Stored data:
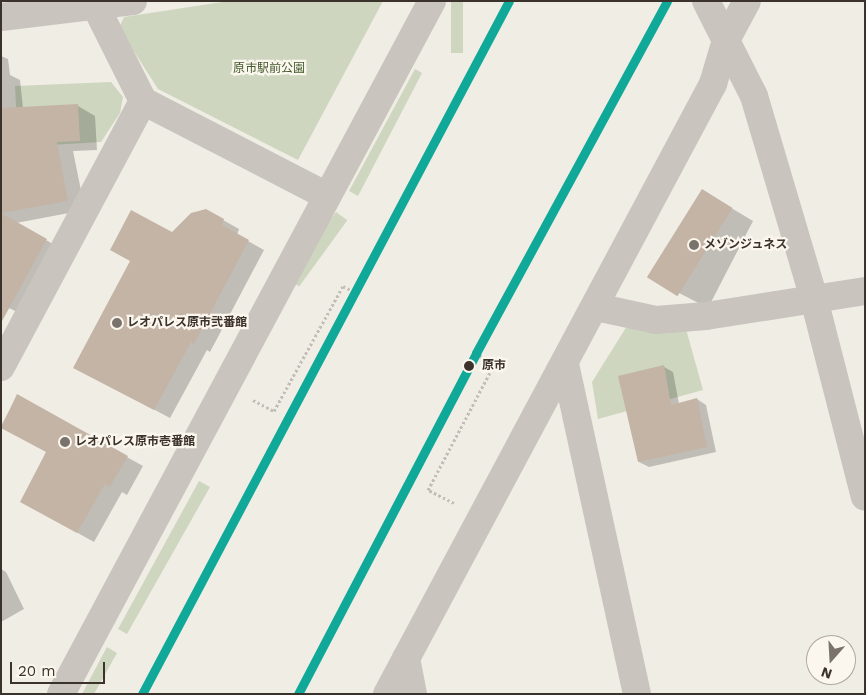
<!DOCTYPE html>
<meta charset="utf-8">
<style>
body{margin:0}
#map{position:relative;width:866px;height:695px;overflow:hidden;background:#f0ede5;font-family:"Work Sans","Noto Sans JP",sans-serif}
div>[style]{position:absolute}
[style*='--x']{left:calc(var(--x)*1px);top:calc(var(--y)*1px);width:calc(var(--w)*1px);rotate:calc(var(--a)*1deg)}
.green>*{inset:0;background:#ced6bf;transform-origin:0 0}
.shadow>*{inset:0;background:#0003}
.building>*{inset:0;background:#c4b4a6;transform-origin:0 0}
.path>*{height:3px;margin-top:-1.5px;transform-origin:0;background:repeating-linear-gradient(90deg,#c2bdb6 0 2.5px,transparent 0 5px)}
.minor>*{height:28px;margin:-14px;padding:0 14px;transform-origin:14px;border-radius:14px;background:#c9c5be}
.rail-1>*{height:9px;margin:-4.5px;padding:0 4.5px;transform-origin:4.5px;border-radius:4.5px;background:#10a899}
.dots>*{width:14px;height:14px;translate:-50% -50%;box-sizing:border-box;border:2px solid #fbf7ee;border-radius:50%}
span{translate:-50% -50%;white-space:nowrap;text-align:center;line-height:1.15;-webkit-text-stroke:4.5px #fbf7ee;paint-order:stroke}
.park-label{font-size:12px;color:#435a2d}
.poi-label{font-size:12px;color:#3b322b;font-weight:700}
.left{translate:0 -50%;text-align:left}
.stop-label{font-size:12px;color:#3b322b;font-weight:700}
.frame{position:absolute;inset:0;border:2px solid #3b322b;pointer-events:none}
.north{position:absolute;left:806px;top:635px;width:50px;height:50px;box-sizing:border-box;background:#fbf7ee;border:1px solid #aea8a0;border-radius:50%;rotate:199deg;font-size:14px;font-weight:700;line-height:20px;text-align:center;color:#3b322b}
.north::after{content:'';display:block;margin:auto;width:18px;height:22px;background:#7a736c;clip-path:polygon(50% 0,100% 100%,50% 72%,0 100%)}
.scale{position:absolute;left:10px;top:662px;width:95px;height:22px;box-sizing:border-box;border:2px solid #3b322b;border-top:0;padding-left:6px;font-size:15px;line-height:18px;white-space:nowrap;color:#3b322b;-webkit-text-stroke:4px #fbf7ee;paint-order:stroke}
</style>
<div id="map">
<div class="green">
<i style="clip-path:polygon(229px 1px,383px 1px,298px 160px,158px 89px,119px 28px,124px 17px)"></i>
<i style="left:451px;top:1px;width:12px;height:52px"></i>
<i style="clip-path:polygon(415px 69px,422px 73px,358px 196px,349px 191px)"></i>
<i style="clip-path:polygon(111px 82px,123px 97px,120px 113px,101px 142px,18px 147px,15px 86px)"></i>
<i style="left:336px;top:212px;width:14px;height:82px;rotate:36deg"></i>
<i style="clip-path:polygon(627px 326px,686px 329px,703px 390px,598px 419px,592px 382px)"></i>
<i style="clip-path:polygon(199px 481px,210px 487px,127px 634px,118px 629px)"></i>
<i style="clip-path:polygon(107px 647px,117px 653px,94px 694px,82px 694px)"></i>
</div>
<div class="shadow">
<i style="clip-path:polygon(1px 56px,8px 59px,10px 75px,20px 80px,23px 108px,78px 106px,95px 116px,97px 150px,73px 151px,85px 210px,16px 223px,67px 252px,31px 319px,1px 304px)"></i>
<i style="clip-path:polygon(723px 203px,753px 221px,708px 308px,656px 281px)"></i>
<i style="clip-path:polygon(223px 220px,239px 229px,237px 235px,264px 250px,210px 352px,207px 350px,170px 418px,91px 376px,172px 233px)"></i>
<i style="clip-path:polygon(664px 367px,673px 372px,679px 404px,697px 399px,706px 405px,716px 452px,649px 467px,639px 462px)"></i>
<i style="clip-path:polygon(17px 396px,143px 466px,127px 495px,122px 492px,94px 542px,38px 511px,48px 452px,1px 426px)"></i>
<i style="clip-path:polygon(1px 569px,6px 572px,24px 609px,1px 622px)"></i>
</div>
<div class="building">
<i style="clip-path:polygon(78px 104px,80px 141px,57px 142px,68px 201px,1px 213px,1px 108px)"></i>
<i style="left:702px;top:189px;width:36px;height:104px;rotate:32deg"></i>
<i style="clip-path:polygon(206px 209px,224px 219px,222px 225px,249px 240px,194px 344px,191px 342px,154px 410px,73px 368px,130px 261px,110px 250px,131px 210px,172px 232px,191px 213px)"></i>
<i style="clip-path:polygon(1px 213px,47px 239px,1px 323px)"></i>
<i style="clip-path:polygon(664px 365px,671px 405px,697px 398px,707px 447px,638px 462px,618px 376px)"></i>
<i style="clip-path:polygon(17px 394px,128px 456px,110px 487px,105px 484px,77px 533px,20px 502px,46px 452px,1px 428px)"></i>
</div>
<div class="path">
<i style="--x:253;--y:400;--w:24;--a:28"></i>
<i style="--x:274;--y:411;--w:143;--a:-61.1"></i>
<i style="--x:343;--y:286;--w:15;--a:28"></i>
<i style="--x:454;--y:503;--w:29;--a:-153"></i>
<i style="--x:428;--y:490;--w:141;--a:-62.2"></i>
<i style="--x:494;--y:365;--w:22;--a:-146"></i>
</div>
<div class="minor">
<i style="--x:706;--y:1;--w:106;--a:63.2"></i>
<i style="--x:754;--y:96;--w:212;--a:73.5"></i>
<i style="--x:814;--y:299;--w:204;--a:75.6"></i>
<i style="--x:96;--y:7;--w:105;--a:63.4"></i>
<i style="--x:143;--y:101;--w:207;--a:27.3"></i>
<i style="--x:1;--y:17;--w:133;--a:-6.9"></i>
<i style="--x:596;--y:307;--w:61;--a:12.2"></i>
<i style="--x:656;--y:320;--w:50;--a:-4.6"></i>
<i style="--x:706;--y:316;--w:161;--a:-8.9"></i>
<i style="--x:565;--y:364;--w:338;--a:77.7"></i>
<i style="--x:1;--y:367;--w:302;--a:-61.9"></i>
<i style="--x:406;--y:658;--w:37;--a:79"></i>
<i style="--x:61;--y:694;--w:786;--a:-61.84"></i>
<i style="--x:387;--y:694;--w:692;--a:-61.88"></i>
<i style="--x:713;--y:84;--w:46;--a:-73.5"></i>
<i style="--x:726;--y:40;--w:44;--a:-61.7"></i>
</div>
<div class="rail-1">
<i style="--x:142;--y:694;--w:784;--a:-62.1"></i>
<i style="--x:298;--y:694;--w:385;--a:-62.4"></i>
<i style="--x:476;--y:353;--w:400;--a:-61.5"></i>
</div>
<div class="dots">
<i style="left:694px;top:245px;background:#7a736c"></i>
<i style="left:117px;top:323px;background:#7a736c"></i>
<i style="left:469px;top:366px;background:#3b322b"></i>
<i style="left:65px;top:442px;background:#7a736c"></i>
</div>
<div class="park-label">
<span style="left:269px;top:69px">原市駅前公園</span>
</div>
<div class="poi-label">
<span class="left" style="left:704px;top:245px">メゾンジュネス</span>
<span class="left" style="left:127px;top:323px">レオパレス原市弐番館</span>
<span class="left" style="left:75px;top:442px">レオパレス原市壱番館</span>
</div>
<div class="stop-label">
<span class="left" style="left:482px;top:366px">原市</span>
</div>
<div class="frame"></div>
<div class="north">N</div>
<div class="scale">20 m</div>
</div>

* _TASK ITEM_: Lines with "green": state how many there are in the records, and nothing more.

* _EXERCISE SOLUTION_: 2